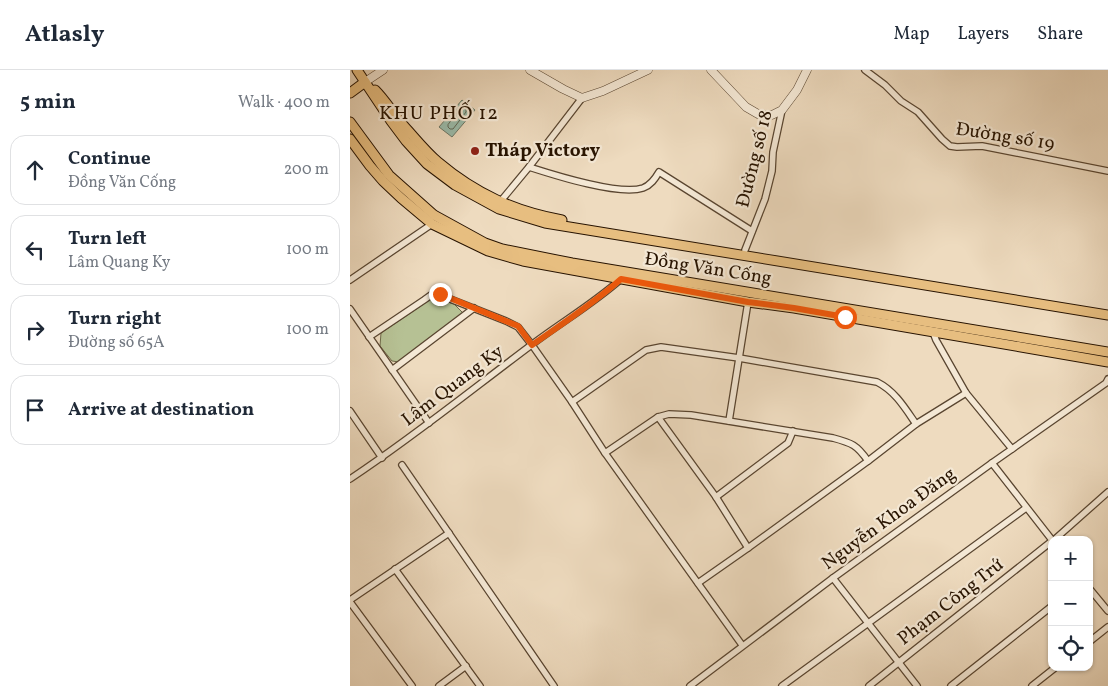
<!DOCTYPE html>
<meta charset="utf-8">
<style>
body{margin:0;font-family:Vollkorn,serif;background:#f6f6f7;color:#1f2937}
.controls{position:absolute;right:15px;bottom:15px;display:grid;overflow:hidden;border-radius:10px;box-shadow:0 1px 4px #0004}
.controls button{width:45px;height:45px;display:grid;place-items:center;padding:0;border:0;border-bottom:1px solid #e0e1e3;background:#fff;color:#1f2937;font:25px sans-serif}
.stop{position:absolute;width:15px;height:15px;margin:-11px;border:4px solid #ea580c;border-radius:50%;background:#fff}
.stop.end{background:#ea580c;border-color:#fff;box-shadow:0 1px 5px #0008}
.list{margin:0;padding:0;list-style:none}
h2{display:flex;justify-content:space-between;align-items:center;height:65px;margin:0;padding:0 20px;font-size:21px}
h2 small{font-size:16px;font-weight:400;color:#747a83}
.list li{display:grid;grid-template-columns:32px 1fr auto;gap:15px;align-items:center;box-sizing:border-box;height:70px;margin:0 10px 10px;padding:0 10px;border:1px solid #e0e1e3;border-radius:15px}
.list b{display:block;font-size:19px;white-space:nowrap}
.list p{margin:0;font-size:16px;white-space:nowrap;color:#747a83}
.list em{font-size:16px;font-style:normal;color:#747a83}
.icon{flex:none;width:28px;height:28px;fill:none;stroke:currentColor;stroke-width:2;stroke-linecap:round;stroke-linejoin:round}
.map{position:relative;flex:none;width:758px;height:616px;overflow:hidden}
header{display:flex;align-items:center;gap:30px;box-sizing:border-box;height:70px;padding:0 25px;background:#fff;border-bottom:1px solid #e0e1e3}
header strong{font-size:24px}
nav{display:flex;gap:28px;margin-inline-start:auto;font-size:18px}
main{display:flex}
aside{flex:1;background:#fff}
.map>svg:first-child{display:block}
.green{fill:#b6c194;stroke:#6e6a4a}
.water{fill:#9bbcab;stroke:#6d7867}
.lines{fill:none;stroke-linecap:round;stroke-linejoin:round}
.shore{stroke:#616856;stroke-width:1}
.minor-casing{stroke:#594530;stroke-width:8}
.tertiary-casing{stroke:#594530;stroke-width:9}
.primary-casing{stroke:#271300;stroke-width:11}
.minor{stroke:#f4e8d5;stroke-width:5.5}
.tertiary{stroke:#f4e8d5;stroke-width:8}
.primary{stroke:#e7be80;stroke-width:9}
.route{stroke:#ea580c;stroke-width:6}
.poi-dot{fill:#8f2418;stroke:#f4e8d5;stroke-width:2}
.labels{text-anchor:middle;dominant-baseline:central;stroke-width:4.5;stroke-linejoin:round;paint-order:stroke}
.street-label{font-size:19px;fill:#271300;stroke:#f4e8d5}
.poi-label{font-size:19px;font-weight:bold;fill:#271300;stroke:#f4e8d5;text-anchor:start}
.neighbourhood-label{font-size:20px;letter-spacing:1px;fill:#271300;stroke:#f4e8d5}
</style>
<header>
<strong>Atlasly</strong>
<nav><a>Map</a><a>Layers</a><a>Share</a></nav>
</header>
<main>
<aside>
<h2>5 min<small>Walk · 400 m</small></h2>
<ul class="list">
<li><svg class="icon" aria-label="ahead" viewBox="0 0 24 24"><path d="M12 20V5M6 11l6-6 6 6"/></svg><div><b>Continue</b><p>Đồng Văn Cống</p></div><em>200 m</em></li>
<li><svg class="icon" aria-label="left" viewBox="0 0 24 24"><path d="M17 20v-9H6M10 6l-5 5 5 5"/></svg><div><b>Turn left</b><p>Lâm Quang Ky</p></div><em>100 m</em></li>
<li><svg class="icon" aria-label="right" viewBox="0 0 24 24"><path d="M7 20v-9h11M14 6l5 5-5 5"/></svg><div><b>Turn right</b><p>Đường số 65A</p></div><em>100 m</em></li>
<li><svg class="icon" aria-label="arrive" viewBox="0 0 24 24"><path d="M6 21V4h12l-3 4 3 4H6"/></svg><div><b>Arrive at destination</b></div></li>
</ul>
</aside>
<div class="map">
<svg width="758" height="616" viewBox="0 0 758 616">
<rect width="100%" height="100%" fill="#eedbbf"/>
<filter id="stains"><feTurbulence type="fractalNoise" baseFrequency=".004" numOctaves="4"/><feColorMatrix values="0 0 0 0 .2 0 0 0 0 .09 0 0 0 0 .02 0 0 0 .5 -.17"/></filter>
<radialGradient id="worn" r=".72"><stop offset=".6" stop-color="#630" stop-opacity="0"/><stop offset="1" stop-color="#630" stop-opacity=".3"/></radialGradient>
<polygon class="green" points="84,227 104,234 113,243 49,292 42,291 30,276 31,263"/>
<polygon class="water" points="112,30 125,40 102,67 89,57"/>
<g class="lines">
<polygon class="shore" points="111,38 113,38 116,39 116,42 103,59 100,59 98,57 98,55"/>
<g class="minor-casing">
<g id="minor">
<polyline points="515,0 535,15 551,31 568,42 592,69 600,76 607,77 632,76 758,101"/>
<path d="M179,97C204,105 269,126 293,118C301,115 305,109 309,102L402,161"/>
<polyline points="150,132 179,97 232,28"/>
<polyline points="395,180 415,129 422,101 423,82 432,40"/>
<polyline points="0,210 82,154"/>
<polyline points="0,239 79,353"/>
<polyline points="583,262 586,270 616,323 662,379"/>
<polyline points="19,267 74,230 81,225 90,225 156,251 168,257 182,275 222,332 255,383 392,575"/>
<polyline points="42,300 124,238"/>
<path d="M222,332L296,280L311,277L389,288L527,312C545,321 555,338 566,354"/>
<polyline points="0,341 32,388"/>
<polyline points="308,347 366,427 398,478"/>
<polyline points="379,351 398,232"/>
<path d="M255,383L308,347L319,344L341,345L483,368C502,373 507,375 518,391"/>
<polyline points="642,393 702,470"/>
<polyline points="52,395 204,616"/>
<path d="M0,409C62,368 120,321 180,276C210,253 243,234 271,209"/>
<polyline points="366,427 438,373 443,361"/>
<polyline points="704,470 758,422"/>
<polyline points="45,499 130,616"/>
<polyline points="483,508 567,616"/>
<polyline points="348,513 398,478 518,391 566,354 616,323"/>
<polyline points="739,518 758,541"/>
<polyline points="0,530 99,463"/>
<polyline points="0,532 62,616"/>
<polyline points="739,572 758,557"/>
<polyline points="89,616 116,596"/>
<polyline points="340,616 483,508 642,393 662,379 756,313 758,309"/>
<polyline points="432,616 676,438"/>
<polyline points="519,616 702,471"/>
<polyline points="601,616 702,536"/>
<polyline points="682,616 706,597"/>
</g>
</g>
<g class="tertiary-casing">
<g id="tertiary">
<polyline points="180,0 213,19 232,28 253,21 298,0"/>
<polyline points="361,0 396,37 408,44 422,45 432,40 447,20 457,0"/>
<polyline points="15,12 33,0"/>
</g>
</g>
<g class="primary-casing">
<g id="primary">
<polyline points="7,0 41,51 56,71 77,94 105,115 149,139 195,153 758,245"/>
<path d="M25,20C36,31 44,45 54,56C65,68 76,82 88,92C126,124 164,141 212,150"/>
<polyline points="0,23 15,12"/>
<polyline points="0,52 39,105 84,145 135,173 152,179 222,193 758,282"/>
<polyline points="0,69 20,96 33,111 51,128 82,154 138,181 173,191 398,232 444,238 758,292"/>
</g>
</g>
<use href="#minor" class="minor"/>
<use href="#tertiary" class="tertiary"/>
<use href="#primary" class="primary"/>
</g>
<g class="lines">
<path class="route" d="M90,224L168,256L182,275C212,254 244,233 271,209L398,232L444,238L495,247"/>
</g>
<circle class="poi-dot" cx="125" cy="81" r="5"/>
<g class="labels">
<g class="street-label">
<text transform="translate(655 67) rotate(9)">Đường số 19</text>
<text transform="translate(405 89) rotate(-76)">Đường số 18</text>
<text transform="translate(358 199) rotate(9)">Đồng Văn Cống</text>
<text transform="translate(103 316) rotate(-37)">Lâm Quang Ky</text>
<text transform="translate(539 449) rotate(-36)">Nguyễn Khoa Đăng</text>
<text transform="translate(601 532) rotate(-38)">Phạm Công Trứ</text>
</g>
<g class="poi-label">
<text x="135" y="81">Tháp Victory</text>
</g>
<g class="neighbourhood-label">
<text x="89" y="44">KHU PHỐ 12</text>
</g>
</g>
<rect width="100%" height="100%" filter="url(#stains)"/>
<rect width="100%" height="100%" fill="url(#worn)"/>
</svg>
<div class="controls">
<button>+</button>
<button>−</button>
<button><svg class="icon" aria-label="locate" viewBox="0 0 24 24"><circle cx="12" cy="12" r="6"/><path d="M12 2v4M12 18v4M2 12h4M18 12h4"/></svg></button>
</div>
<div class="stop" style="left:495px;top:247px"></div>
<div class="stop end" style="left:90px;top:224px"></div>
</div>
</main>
==
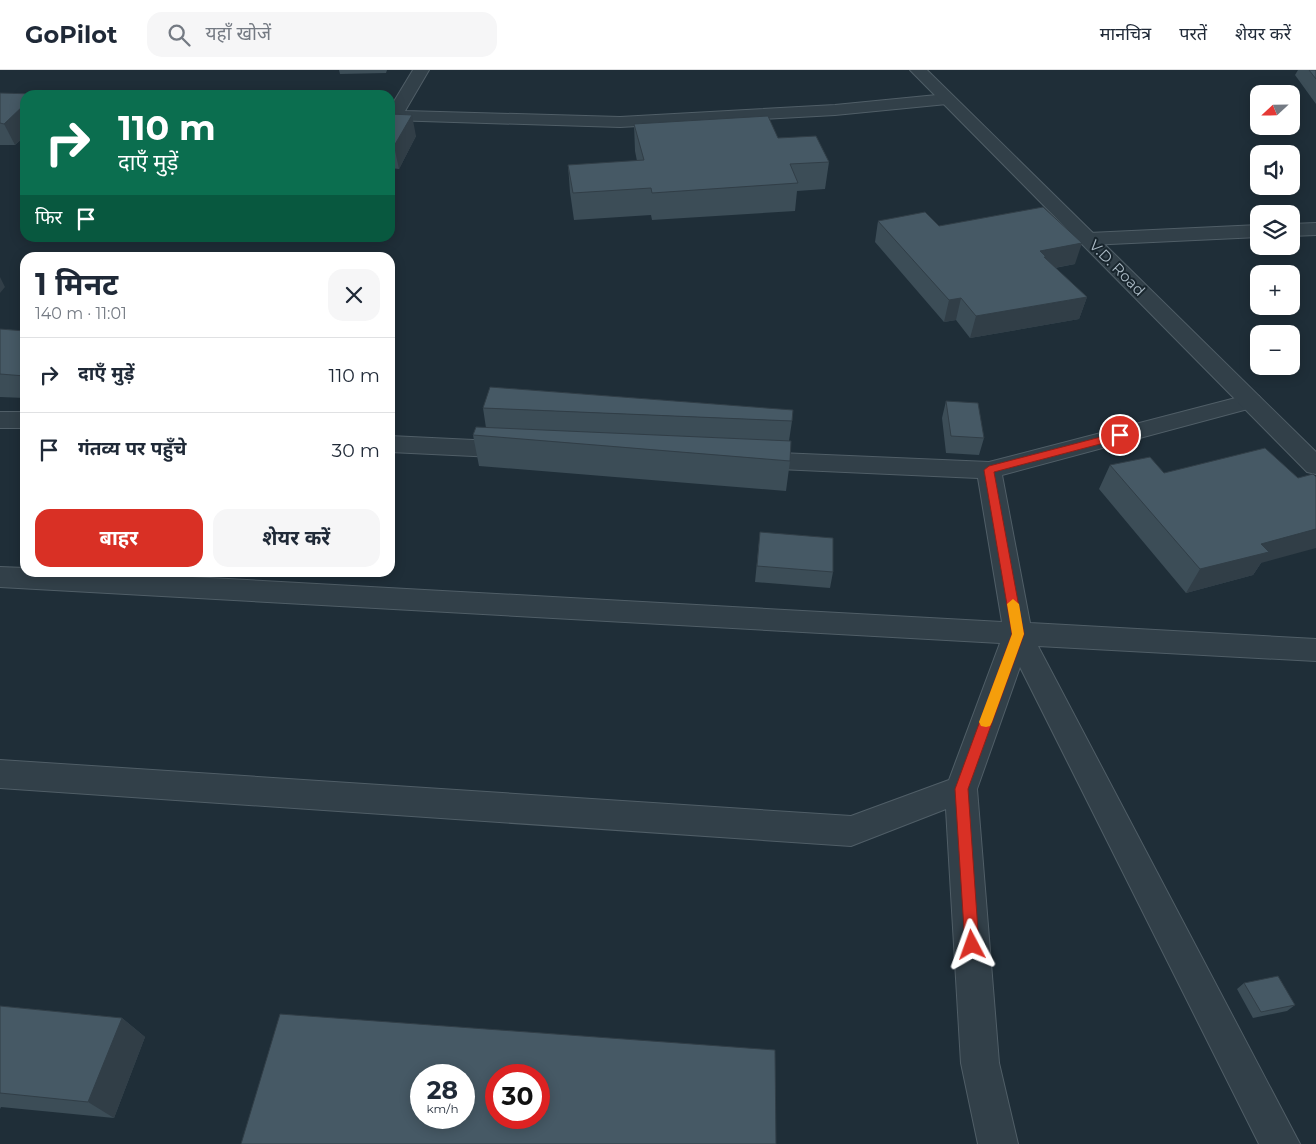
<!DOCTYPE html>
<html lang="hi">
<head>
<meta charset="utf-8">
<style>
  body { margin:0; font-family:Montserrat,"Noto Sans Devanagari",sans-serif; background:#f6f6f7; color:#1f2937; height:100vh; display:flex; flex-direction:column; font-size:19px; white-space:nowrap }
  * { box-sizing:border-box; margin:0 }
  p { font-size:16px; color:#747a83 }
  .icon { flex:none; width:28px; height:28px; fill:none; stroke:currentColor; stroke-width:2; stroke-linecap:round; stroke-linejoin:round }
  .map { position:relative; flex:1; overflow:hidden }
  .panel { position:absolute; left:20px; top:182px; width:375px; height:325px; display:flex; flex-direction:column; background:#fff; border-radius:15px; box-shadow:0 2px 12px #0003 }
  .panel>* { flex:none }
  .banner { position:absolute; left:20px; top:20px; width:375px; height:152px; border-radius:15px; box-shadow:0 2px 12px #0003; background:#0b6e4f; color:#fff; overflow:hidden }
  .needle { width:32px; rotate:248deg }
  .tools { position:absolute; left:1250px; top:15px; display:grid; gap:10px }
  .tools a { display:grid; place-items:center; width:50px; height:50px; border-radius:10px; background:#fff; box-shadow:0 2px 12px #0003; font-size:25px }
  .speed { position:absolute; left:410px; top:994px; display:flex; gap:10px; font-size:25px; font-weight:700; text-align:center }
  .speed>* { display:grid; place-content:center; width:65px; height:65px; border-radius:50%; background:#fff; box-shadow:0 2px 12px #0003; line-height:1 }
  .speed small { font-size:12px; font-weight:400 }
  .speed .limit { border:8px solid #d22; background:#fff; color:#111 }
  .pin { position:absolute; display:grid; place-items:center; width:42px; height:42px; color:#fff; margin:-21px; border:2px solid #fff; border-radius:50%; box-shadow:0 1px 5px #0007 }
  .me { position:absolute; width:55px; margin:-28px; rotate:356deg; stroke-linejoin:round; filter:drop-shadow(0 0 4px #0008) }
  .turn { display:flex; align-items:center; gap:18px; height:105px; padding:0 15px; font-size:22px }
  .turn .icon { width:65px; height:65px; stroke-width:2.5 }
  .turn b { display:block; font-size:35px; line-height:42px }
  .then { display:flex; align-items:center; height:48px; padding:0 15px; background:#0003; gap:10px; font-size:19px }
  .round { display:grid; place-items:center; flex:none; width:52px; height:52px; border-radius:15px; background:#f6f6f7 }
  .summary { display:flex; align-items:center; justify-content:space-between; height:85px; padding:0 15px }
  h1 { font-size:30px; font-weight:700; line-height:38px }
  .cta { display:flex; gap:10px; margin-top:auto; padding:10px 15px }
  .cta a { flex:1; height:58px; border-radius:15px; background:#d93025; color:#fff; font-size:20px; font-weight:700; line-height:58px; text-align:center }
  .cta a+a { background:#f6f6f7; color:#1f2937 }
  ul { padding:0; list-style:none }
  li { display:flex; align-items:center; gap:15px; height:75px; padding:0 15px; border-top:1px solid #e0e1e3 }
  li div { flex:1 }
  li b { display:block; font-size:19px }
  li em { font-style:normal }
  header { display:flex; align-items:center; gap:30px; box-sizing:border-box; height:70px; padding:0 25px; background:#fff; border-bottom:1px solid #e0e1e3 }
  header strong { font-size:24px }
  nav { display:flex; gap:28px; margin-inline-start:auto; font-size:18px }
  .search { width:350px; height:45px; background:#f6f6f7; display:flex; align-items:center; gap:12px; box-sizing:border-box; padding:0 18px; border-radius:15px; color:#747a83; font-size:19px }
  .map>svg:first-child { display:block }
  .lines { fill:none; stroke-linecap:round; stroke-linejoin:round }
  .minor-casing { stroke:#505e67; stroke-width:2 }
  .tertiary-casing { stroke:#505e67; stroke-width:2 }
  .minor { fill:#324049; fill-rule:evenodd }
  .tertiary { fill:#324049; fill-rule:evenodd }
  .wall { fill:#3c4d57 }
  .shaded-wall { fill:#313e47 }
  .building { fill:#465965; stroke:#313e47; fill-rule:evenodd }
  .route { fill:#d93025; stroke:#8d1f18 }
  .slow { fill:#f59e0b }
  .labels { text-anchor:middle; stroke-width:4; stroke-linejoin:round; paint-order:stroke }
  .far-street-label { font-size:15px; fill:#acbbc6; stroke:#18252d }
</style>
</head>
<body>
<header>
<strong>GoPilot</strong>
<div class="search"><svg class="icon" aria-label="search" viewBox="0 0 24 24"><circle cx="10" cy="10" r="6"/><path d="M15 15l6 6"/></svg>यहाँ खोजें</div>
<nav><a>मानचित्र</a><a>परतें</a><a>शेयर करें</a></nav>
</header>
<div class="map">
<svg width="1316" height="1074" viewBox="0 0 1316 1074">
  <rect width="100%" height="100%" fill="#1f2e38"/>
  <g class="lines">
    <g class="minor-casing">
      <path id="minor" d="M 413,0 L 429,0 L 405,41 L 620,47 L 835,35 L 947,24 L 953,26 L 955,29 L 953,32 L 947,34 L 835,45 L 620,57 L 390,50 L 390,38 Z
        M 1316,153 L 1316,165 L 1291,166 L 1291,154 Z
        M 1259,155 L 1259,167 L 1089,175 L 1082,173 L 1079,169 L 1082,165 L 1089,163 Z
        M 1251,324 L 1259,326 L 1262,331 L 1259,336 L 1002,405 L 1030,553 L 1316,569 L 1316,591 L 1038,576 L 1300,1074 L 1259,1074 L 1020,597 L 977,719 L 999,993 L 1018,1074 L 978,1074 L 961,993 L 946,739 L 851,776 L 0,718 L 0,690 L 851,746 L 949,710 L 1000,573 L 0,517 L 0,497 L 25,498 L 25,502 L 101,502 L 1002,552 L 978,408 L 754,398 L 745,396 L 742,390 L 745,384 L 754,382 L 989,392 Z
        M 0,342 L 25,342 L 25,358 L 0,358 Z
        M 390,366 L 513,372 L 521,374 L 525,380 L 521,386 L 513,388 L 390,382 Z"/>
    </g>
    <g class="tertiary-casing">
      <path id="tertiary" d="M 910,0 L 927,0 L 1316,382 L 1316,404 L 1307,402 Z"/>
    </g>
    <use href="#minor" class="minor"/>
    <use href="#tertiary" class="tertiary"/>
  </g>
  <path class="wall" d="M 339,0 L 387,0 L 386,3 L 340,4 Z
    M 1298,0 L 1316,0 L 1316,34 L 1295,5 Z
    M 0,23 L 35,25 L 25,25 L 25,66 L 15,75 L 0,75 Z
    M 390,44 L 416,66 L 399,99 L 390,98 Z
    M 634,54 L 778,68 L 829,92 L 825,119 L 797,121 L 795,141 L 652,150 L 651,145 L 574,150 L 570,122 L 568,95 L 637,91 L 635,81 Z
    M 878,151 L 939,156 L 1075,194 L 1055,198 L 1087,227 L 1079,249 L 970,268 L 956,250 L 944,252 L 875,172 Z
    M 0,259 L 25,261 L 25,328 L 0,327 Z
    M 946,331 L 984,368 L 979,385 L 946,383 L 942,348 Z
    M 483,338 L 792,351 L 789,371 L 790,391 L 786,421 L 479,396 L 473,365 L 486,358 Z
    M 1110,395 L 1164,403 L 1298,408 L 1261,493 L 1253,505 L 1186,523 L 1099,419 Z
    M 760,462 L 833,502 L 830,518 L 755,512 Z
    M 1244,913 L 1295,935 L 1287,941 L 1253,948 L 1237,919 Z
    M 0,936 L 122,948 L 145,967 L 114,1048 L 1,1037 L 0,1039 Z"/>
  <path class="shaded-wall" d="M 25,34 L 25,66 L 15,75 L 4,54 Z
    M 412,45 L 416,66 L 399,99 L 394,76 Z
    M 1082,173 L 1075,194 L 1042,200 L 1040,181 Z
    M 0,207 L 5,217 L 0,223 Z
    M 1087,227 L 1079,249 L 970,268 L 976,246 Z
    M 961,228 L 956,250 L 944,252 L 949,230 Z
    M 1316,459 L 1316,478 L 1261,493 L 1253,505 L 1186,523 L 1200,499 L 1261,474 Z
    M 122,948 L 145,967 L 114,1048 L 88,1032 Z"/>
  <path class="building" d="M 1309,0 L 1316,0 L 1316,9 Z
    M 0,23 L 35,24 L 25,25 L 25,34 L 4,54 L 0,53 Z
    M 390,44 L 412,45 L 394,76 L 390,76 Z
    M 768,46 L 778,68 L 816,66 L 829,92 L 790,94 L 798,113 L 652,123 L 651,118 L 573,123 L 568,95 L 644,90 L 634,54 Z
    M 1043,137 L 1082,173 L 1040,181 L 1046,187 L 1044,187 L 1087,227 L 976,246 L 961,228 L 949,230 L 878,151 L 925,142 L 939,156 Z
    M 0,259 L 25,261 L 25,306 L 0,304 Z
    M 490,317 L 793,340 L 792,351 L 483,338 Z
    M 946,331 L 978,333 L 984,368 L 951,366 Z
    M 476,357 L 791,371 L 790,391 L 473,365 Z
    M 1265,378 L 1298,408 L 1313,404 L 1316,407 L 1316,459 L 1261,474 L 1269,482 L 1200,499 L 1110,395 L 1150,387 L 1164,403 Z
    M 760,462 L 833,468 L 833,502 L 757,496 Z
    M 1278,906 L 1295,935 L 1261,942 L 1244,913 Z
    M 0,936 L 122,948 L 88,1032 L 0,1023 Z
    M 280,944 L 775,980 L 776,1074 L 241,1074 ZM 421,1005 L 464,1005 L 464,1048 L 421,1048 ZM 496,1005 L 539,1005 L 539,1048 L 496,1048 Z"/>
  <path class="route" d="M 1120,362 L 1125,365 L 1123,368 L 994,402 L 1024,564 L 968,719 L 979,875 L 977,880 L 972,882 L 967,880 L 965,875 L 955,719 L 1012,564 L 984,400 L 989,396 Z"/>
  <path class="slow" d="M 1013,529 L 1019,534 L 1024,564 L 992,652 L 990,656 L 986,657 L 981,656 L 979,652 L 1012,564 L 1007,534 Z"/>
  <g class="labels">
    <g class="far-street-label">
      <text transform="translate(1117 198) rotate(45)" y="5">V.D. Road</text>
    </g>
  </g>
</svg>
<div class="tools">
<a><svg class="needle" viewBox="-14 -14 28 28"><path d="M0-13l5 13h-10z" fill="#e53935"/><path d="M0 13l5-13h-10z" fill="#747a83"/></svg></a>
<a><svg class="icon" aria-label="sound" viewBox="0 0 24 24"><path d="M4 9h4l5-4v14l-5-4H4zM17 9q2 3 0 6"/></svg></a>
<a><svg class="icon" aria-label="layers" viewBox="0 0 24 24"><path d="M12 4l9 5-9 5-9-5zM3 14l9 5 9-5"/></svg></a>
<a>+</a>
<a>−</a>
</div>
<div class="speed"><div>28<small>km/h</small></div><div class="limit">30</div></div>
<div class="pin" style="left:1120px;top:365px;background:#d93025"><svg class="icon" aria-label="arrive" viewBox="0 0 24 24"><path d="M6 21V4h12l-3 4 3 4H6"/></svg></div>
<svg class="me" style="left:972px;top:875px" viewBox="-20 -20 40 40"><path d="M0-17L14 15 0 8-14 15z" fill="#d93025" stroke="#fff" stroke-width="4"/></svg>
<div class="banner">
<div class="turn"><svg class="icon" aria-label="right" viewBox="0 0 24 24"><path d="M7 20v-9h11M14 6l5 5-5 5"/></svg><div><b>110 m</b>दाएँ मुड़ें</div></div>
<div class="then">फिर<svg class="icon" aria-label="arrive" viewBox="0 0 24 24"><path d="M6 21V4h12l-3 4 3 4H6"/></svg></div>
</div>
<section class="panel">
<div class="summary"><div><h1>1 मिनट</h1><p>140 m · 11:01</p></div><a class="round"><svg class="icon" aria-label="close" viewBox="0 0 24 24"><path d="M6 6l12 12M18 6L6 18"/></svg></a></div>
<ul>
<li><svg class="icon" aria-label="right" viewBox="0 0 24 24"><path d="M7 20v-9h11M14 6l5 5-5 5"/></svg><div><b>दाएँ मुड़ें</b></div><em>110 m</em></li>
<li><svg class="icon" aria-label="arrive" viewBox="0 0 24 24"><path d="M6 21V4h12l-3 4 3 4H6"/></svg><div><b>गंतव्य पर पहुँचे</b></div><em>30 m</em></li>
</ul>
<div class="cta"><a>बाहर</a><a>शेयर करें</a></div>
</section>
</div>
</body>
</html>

WORK ITEM. Return all lines from the data that include the string "worn".

EXERCISE SOLUTION.
<radialGradient id="worn" r=".72"><stop offset=".6" stop-color="#630" stop-opacity="0"/><stop offset="1" stop-color="#630" stop-opacity=".3"/></radialGradient>
<rect width="100%" height="100%" fill="url(#worn)"/>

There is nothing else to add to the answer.